Cooper said Larrieu has arranged meetings for him with French nuclear scientists in Paris to discuss Jewish concerns about France’s aid to Iran’s nuclear industry. The diplomat has fielded tough questions from the Jewish community, Cooper said, about the spike in anti-Semitic hate crimes in France, including synagogue burnings, in the early 2000s.

“From the first day he’s arrived, he’s never shirked the controversial issues,” Cooper said. “He’s open. He listens and he acts. He’s a real mensch.”

Some French Americans say Larrieu’s can-do manner has inspired them to step forward with other initiatives.
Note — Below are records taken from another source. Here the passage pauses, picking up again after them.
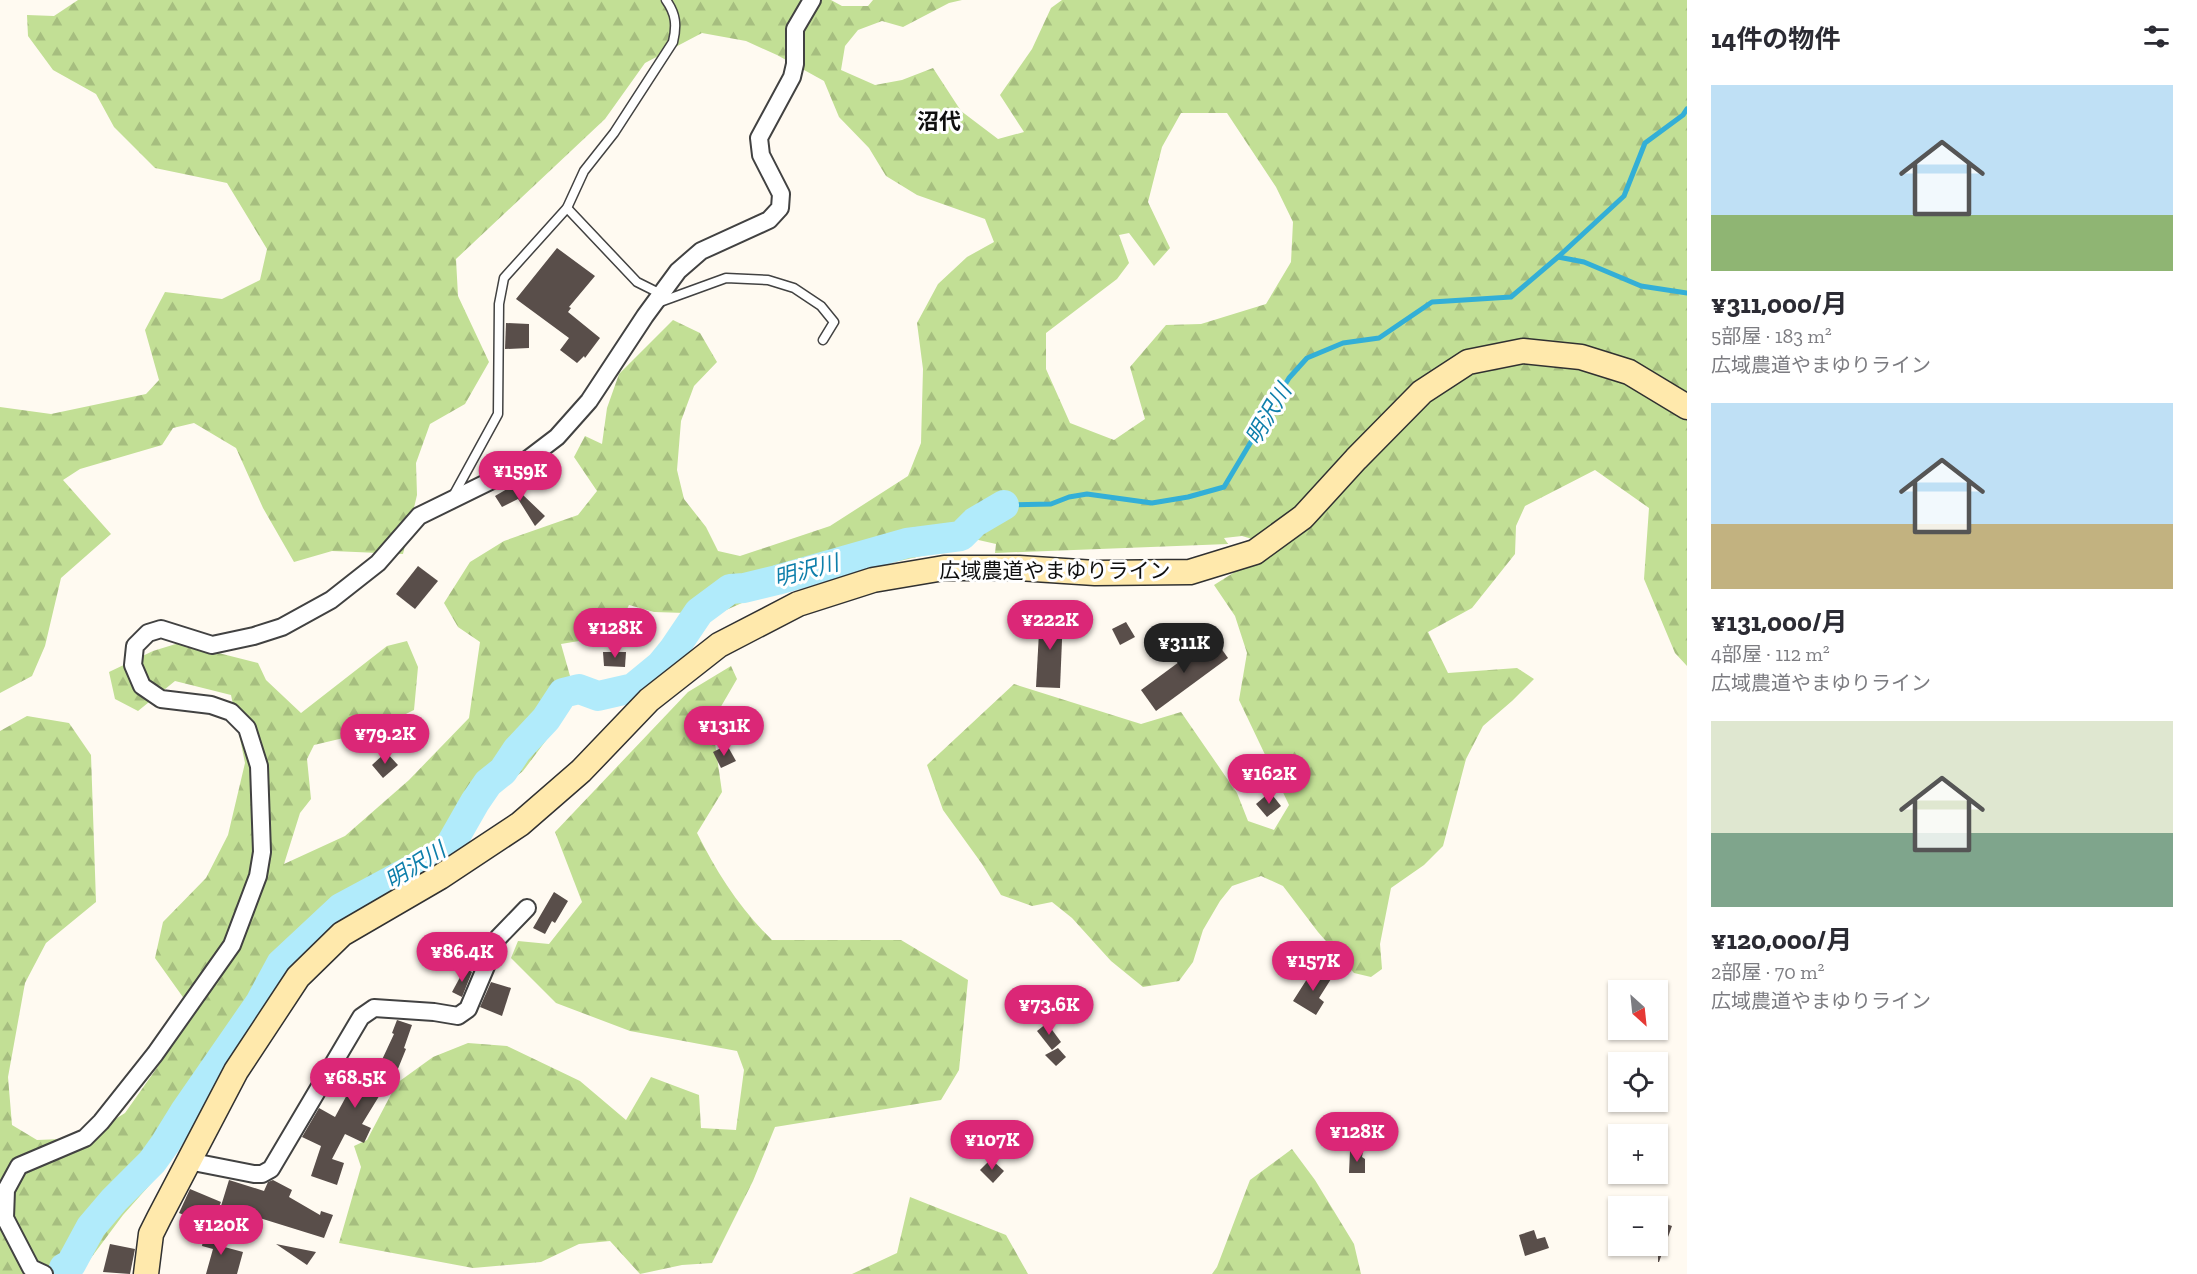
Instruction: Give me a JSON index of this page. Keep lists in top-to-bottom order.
{
  "streets": {
    "street": ["広域農道やまゆりライン"]
  },
  "districts": ["沼代"],
  "water": ["明沢川"],
  "north": "bottom right",
  "page": {
    "heading": "14件の物件",
    "list": [
      {
        "name": "¥311,000/月",
        "note": "5部屋 · 183 m² · 広域農道やまゆりライン"
      },
      {
        "name": "¥131,000/月",
        "note": "4部屋 · 112 m² · 広域農道やまゆりライン"
      },
      {
        "name": "¥120,000/月",
        "note": "2部屋 · 70 m² · 広域農道やまゆりライン"
      }
    ],
    "price": [
      "¥159K",
      "¥222K",
      "¥128K",
      "¥311K",
      "¥131K",
      "¥79.2K",
      "¥162K",
      "¥86.4K",
      "¥157K",
      "¥73.6K",
      "¥68.5K",
      "¥128K",
      "¥107K",
      "¥120K"
    ],
    "map_buttons": ["+", "−"]
  }
}
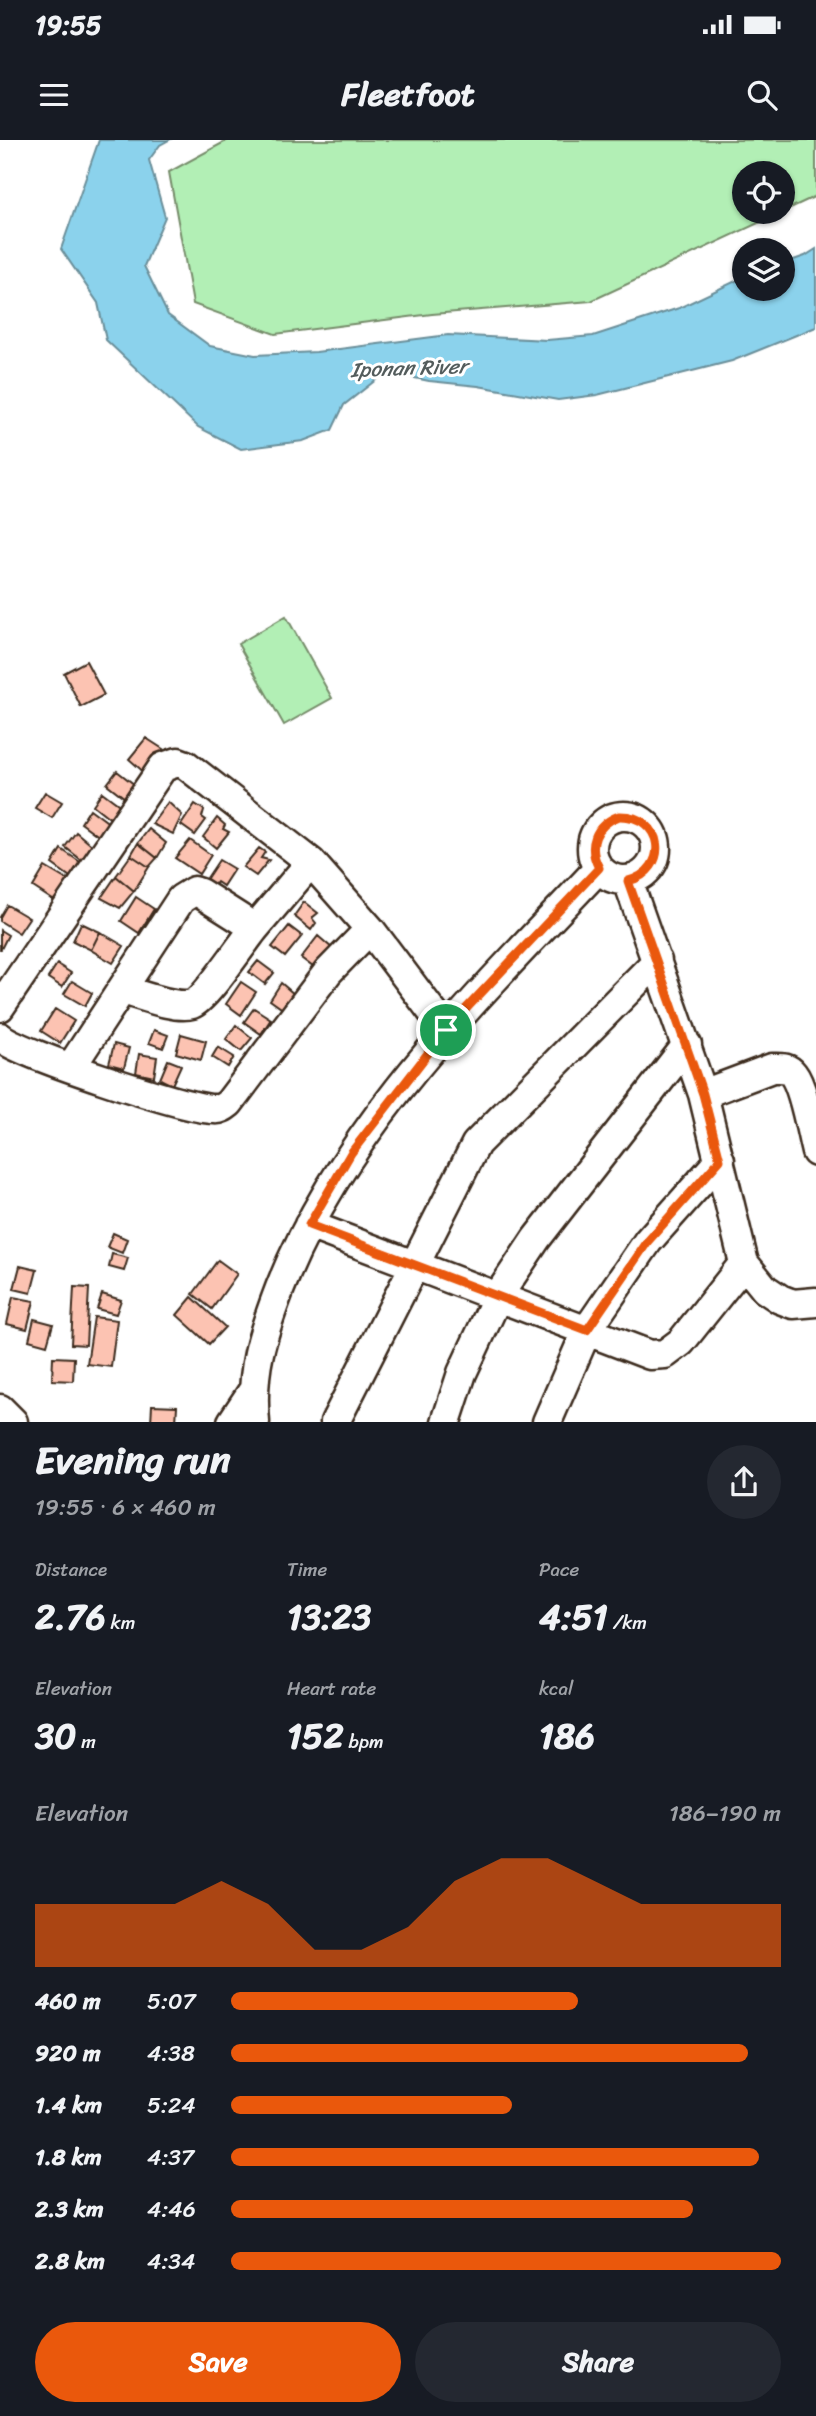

One of them is a new cultural exchange organization known as the France-Los Angeles Exchange.

The privately funded group was founded in 2005 by French American executives, including Gerald du Manoir, the son of American parents educated in Paris. Du Manoir said the furor over France’s opposition to war in Iraq shocked him and others, compelling them to build cultural bridges.

One of the group’s major events, Du Manoir said, was chosen to ease perceptions of French anti-Semitism: a performance by Les Yeux Noirs, a French-Yiddish musical group, last year at the Skirball Cultural Center. The group has also helped sponsor exchanges between French and American art students, a visit by French police officers and the current immigrant exhibit.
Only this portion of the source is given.